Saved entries
+ + + + + + +

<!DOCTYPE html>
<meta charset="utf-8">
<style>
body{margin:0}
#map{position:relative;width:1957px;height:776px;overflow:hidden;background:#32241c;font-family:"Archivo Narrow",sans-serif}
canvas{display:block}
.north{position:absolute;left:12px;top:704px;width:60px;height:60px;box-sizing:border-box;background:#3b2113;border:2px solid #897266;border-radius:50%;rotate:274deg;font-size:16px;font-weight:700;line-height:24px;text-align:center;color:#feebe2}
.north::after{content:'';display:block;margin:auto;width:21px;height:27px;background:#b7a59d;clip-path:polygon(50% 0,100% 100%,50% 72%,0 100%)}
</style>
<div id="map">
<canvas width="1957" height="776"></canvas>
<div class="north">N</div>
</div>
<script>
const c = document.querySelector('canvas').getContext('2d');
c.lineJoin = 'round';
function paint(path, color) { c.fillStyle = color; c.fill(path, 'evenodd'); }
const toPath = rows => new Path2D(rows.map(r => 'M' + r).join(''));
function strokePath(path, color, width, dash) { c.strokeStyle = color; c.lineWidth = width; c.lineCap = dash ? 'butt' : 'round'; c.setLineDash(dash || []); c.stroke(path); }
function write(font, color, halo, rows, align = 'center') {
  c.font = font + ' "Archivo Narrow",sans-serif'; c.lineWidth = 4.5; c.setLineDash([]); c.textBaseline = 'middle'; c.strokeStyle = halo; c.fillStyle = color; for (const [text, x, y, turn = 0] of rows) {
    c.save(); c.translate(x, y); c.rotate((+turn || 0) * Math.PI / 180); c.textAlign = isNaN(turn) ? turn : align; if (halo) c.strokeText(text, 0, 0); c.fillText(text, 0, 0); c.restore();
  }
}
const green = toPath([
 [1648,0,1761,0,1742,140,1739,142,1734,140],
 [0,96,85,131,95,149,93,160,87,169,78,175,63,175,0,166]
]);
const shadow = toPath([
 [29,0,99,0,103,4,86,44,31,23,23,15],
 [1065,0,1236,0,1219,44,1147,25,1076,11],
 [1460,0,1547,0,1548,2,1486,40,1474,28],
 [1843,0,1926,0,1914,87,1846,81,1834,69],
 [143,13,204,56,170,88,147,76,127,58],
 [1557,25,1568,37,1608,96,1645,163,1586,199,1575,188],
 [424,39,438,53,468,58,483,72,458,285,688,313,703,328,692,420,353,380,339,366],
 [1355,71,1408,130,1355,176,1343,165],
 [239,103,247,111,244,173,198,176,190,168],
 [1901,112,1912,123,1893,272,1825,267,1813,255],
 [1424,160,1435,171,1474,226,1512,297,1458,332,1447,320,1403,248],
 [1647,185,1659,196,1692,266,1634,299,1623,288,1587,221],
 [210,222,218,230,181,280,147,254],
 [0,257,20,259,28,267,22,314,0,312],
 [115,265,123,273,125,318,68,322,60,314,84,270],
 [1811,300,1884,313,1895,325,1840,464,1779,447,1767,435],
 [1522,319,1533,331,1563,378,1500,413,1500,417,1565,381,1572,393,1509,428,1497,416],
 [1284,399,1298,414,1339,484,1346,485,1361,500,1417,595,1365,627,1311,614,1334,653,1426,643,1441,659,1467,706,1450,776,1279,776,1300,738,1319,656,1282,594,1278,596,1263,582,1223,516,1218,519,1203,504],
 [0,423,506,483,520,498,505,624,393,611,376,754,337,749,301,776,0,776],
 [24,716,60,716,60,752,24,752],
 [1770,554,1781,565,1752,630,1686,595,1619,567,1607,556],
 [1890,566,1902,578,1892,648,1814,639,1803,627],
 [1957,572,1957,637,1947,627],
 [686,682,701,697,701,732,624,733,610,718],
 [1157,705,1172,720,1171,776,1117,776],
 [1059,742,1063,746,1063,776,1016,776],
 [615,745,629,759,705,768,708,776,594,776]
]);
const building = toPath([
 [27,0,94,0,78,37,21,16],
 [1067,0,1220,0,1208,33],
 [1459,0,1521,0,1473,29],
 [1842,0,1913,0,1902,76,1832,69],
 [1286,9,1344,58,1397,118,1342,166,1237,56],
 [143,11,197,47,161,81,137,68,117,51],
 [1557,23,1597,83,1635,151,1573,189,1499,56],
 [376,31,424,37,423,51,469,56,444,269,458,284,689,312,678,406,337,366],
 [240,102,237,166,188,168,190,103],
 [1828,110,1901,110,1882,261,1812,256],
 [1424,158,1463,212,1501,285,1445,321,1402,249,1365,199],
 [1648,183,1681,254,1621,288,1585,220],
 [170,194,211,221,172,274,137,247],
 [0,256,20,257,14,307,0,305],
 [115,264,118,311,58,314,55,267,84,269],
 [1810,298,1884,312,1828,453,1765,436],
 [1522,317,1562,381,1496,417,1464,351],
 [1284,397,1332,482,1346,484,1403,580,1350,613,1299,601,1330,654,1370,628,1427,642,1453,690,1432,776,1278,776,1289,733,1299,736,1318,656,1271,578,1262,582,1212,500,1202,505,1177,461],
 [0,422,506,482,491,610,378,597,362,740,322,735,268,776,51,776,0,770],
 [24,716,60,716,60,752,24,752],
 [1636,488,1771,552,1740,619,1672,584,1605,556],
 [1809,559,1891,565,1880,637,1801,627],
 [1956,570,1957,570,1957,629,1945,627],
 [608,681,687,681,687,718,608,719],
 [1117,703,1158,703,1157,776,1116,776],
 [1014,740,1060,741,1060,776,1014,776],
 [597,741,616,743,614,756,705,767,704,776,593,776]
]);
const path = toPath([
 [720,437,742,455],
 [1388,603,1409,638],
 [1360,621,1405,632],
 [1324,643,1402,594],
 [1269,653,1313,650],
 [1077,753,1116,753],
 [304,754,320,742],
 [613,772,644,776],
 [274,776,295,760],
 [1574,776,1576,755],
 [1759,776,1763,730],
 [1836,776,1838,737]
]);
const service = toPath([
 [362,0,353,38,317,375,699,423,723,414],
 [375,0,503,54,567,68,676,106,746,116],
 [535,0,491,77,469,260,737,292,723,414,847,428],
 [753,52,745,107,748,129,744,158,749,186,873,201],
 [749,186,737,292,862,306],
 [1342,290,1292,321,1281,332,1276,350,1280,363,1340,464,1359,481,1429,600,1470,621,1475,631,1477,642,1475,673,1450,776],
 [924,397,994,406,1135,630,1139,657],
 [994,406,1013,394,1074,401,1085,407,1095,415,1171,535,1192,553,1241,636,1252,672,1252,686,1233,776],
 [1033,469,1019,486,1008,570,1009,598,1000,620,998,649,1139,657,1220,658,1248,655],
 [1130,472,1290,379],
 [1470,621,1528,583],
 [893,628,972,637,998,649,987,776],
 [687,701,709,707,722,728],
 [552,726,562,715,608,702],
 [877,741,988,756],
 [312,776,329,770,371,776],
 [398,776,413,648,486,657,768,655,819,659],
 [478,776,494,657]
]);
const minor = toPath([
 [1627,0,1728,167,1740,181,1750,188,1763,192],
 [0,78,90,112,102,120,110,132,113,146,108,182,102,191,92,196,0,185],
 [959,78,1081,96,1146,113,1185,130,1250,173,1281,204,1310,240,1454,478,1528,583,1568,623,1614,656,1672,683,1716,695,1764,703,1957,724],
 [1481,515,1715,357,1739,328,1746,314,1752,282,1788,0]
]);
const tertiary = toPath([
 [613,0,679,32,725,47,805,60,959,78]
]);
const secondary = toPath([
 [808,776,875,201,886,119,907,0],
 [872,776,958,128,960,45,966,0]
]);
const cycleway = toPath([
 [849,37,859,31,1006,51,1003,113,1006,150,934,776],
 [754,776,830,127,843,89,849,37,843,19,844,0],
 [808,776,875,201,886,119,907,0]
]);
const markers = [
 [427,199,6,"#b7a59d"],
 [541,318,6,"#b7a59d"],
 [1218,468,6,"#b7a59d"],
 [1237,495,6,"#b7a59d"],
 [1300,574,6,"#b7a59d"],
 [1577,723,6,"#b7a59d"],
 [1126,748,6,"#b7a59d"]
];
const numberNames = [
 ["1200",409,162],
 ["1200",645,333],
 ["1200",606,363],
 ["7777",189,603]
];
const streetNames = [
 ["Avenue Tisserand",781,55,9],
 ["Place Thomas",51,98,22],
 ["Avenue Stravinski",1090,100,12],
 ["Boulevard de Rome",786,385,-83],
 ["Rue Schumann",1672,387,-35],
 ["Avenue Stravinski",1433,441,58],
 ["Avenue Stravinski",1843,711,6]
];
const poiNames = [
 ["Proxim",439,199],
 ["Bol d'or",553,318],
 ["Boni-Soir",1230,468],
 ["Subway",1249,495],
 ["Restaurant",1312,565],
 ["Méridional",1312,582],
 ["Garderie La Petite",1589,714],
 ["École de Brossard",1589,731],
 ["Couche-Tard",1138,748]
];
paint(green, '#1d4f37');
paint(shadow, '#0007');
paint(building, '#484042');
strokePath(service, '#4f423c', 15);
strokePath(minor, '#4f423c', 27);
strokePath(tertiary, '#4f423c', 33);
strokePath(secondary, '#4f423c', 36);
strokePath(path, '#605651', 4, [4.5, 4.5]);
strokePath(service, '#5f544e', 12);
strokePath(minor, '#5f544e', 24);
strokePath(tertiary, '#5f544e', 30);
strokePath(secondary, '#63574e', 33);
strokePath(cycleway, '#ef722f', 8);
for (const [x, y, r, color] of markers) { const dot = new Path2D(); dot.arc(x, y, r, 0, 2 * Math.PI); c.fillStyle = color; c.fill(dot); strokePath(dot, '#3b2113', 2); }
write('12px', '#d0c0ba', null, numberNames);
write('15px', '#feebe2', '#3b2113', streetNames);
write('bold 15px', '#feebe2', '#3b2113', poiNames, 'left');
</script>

+ + + + + + +

What is required
Quote, word for word, every line from the top of the entries through the line that holds "const c = document.querySelector('canvas').getContext('2d');".

Reply to the task
<!DOCTYPE html>
<meta charset="utf-8">
<style>
body{margin:0}
#map{position:relative;width:1957px;height:776px;overflow:hidden;background:#32241c;font-family:"Archivo Narrow",sans-serif}
canvas{display:block}
.north{position:absolute;left:12px;top:704px;width:60px;height:60px;box-sizing:border-box;background:#3b2113;border:2px solid #897266;border-radius:50%;rotate:274deg;font-size:16px;font-weight:700;line-height:24px;text-align:center;color:#feebe2}
.north::after{content:'';display:block;margin:auto;width:21px;height:27px;background:#b7a59d;clip-path:polygon(50% 0,100% 100%,50% 72%,0 100%)}
</style>
<div id="map">
<canvas width="1957" height="776"></canvas>
<div class="north">N</div>
</div>
<script>
const c = document.querySelector('canvas').getContext('2d');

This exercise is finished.